Hoeven: CBP to Maintain Hours of Operation for Maida Port of Entry

Senator Urged CBP to Reconsider Reduced Hours & Passed Language Stressing Importance of Remote Ports of Entry, Introduced Legislation to Improve CBP Hiring & Retention

WASHINGTON – Senator John Hoeven, a member of the Senate Appropriations Committee on Homeland Security, today issued the following statement after Customs and Border Protection (CBP) announced that it would maintain the existing hours of operation for the port of entry at Maida, North Dakota. Hoeven urged CBP earlier this month to reconsider its decision to reduce the hours at three ports in the state, including Maida, Antler and Carbury.

Further, the senator pressed the agency to adhere to language he secured in the Fiscal Year 2019 Homeland Security Appropriations legislation that stressed the importance of remote ports of entry and the need to recruit and retain staff at these locations. Hoeven’s office also participated in the public meetings held by CBP on the reduced hours to help ensure the agency responded to local concerns.  

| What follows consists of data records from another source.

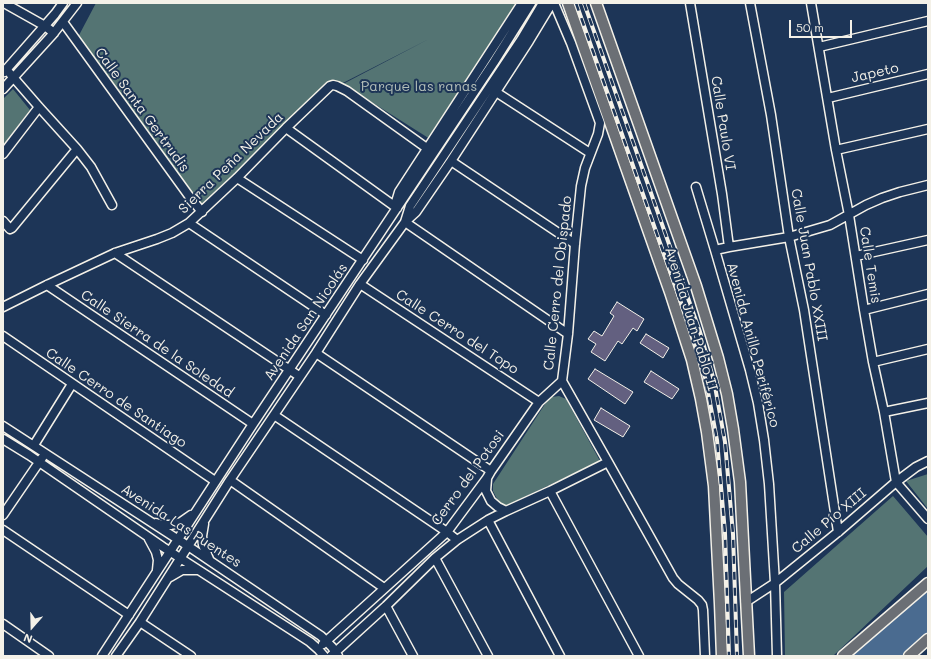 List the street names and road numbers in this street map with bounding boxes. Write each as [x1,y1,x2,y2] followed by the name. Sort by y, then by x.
[91,45,193,175] street label: Calle Santa Gertrudis
[850,59,900,87] street label: Japeto
[707,75,739,171] street label: Calle Paulo VI
[175,109,287,217] street label: Sierra Peña Nevada
[787,187,831,343] street label: Calle Juan Pablo XXIII
[540,195,576,371] street label: Calle Cerro del Obispado
[856,225,884,305] street label: Calle Temis
[661,245,721,393] street label: Avenida Juan Pablo II
[261,260,351,384] street label: Avenida San Nicolás
[723,261,783,429] street label: Avenida Anillo Periférico
[392,286,522,378] street label: Calle Cerro del Topo
[77,287,237,401] street label: Calle Sierra de la Soledad
[42,345,190,451] street label: Calle Cerro de Santiago
[428,427,508,529] street label: Cerro del Potosi
[118,481,244,571] street label: Avenida Las Puentes
[788,485,870,557] street label: Calle Pío XIII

“Maintaining CBP’s hours of operation at Maida is important for Cavalier County, as it is open later and provides important access for commerce, agriculture and transportation,” Hoeven said. “We remain concerned about the reduced hours at Antler and Carbury. We will continue working to address recruitment and retention issues at CBP to help ensure the efficient flow of goods and people between North Dakota and Canada.”

In order to address staffing issues at CBP facilities, Hoeven recently helped introduce the CBP Hiring and Retention Innovation Act, bipartisan legislation to improve the hiring and retention of CBP agents and officers. The bill would create a CBP Innovation Council, which consists of representatives from the Department of Homeland Security, labor organizations representing border agents and officers and outside experts.

The council would be responsible for the development of pilot programs to improve hiring and retention through alternative work schedules, transportation support and incentive pay, among other things. At least one pilot program would be required to focus on severe workforce shortages at ports of entries and another for Border Patrol duty locations.